The impacts of the use of the ESEE as part of the LGRP are serious and damaging, not only to adult learners, but also to individual programs and the LBS system as a whole.
- The ESEE test produces failure. Messages of failure are built into the test and the test sets up students to fail by using texts with a Grade 11-12 reading level.
- The use of cut-off scores and normal ranges is unsubstantiated.
- The test demoralizes many students and may directly impact student enrollment.
- The results are meaningless to learners and individual programs since they aren’t aligned with the OALCF, the curriculum in use in the three academic paths, including secondary credit and traditional adult literacy development curricula.
- Use of the ESEE or any international literacy spin-off marginalizes and disconnects programs from the predominant approach to teaching literacy and the curriculum in use to support further education goals.
- The results may likely prove to be meaningless for the ministry as well; it is highly unlikely that they will show statistically significant increases between pre and post testing.
- Learners have been subjected to an unfair test that was not adequately validated for use in LBS, even for piloting purposes.
- The ministry must seriously consider whether it is worth pursuing the use of a learner gains tool that aligns with international literacy levels and the 500 point scoring system after nearly a decade of work and the consideration of four different tools.
The full report is available here.
Assessment Challenges, Contradictions and Inequities: An Analysis of the Use of Digital Technology and OALCF Milestones
Since the first year of the OALCF, the Use Digital Technology Milestones have been used far more than other Milestones; we knew this based on a previous study.
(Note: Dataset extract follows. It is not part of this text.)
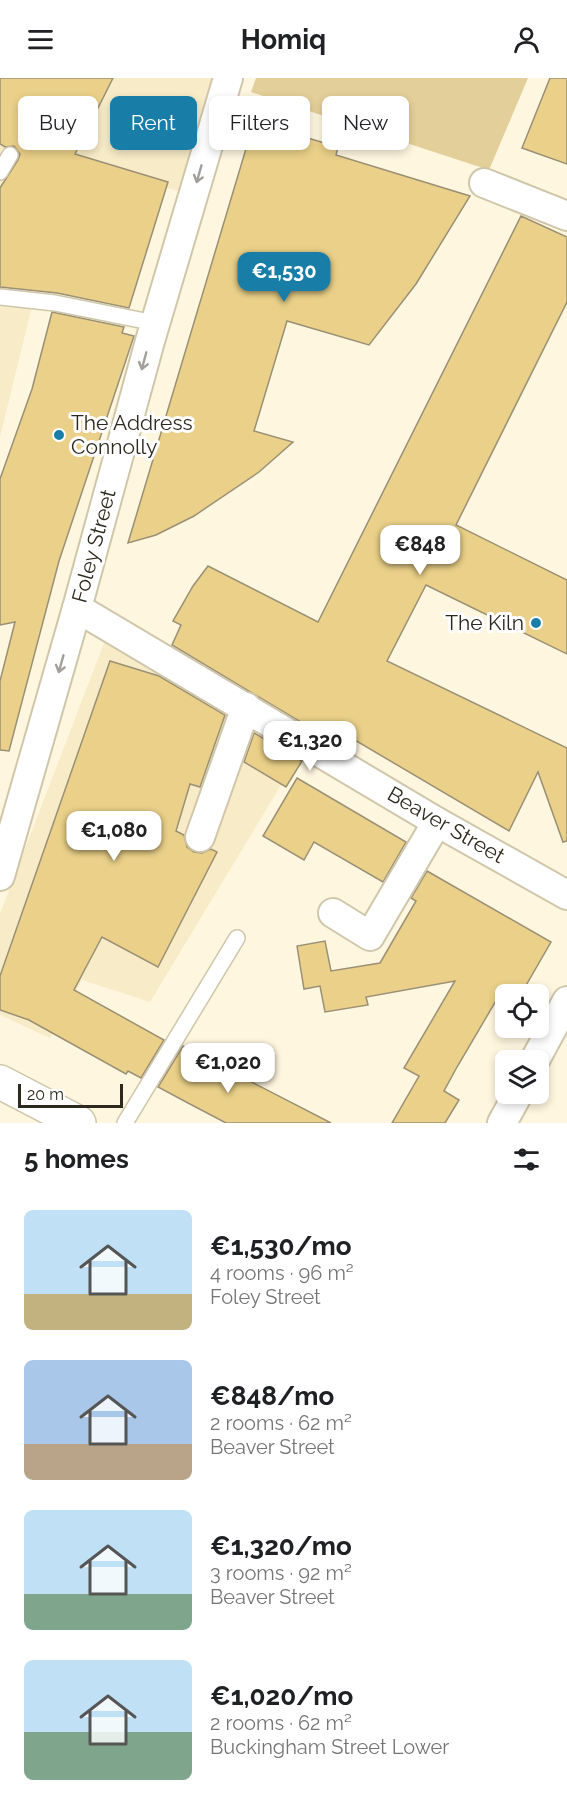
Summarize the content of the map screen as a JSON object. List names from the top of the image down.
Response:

In Performance Management System training sessions it was suggested that the way LBS programs report on Milestone data was not consistent. Three previous studies described the following challenges with the Milestones: they are too difficult for some and too easy for others, their content and pedagogy are not related to learner goals, they contain confusing instructions, they can’t be changed to better accommodate learners, and the results may be unreliable. We also completed previous research that looked at the theory and methods used to develop the Milestones, which indicated there may be challenges. The study examined how assessors and instructors use and understand the Milestones. We focused first on the digital technology Milestones, and then looked more broadly at Milestone use in general.
We analysed OALCF documents and Milestones, surveyed 181 assessors, interviewed 26 coordinators, assessors and practitioners from six different programs across the province in all streams, and analysed data from EOIS-CaMS (2013-2014). We reached the following conclusions based on our analysis:
- The Milestones and their guidelines interfere with the ministry’s objective to “improve service delivery, learner experiences and learner outcomes” by introducing a series of challenges, contradictions and inequities into many programs.
- Their content and overall design is disconnected from learner goals and commonly used pedagogical approaches, making them challenging for some yet too easy for others, and difficult for instructors to predict readiness and successful completion.
- They are primarily used for compliance and not to demonstrate progress.
- Programs rely heavily of digital technology Milestones, which are far more predictable.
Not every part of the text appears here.